0
votes

i'm using spark 1.2 with spark cassandra connector 1.2.3, i'm trying to update somme rows of table:

example:

CREATE TABLE myTable ( 
a text, 
b text, 
c text, 
date timestamp, 
d text, 
e text static, 
f text static, 
PRIMARY KEY ((a, b, c), date, d) 
) WITH CLUSTERING ORDER BY (date ASC, d ASC)

val interactions = sc.cassandraTable[(String, String, String, DateTime, String, String)]("keySpace", "myTable"). 
select("a","b","c","date", "d", "e","f") 
val empty = interactions.filter(r => r._6 == null).cache() 
empty.count()

I just count the number of rows containing null for "e" and the remplace them by the value of "b"

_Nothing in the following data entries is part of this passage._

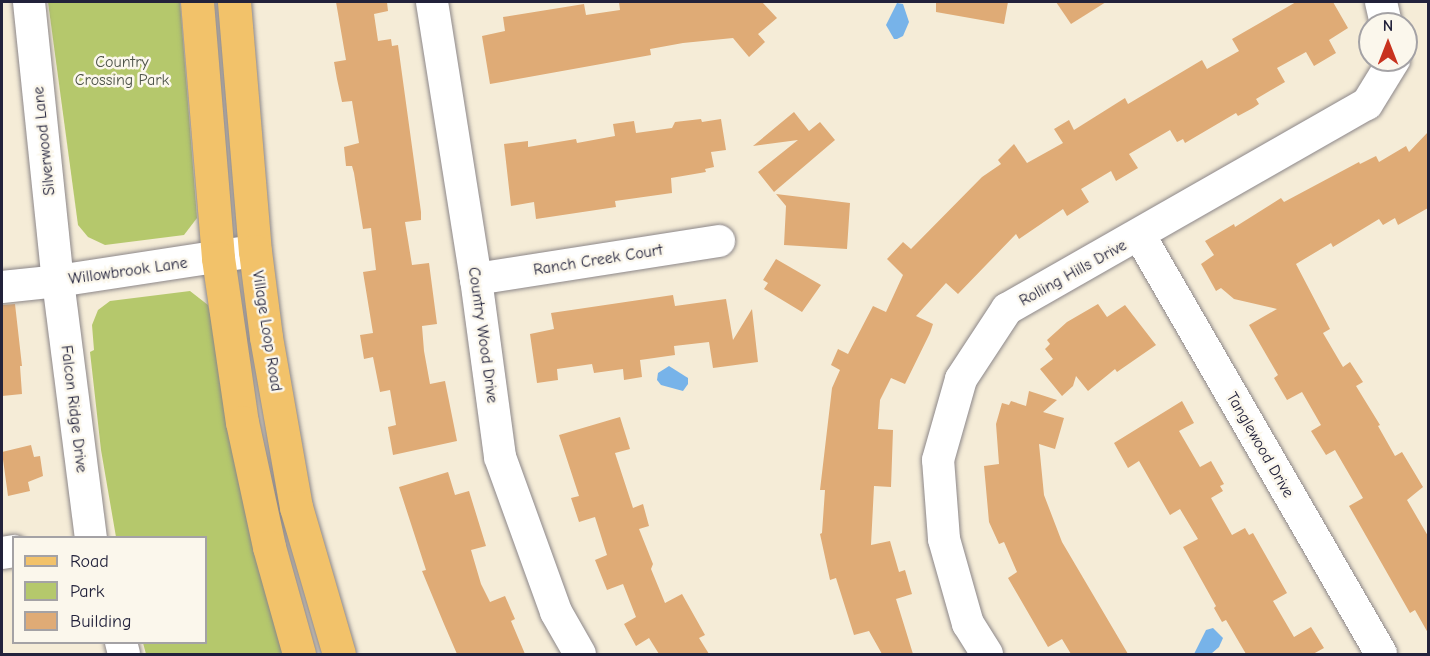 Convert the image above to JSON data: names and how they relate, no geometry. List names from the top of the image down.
{
  "streets": {
    "main road": ["Village Loop Road"],
    "street": [
      "Silverwood Lane",
      "Ranch Creek Court",
      "Willowbrook Lane",
      "Rolling Hills Drive",
      "Country Wood Drive",
      "Falcon Ridge Drive",
      "Tanglewood Drive"
    ]
  },
  "crossings": [
    ["Silverwood Lane", "Willowbrook Lane"],
    ["Silverwood Lane", "Falcon Ridge Drive"],
    ["Ranch Creek Court", "Country Wood Drive"],
    ["Willowbrook Lane", "Village Loop Road"],
    ["Willowbrook Lane", "Falcon Ridge Drive"],
    ["Rolling Hills Drive", "Tanglewood Drive"]
  ],
  "parks": ["Country Crossing Park"],
  "legend": ["Road", "Park", "Building"],
  "north": "top"
}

 val update_inter = empty.map( r =>  (r._1,r._2, r._3, r._4, r._5, r._2)) 
 update_inter.saveToCassandra("keySpace", "myTable", SomeColumns("a","b","c","date", "d", "e", "f"))

this works when i check in cqlsh , but i still get the value null when i request the same rows by spark cassandra .

Is this a bug in spark cassandra connector? Thanks for your help.

2
Can you include how you are trying to retrieve those rows? - Gillespie
val newInteractions = sc.cassandraTable[(String, String, String, DateTime, String, String)]("keySpace", "myTable"). select("a","b","c","date", "d", "e","f") val newEmpty = interactions.filter(r => r._6 == null).cache() newEmpty .count() - Amine CHERIFI
No, that's how you are selecting the rows you are trying to update. I mean how are you trying to retrieve the rows once they have been transformed. Also, are you sure the other columns are not empty as well as r._6? - Gillespie
yes by the same method. i'm making a new select from cassandra table and count the number of rows with r._6 = null wich logicly must be 0 rows. About the other columns yes i'm sure that they are not empty - Amine CHERIFI
Ok, so that tells you whether or not you have successfully updated all rows where the 'e' column contained a null value. Is this count not returning 0 rows? - Gillespie

2 Answers

0
votes

As inserts/updates occur, rather than overwriting rows in place, Cassandra writes a new timestamped version of the inserted or updated data in another SSTable.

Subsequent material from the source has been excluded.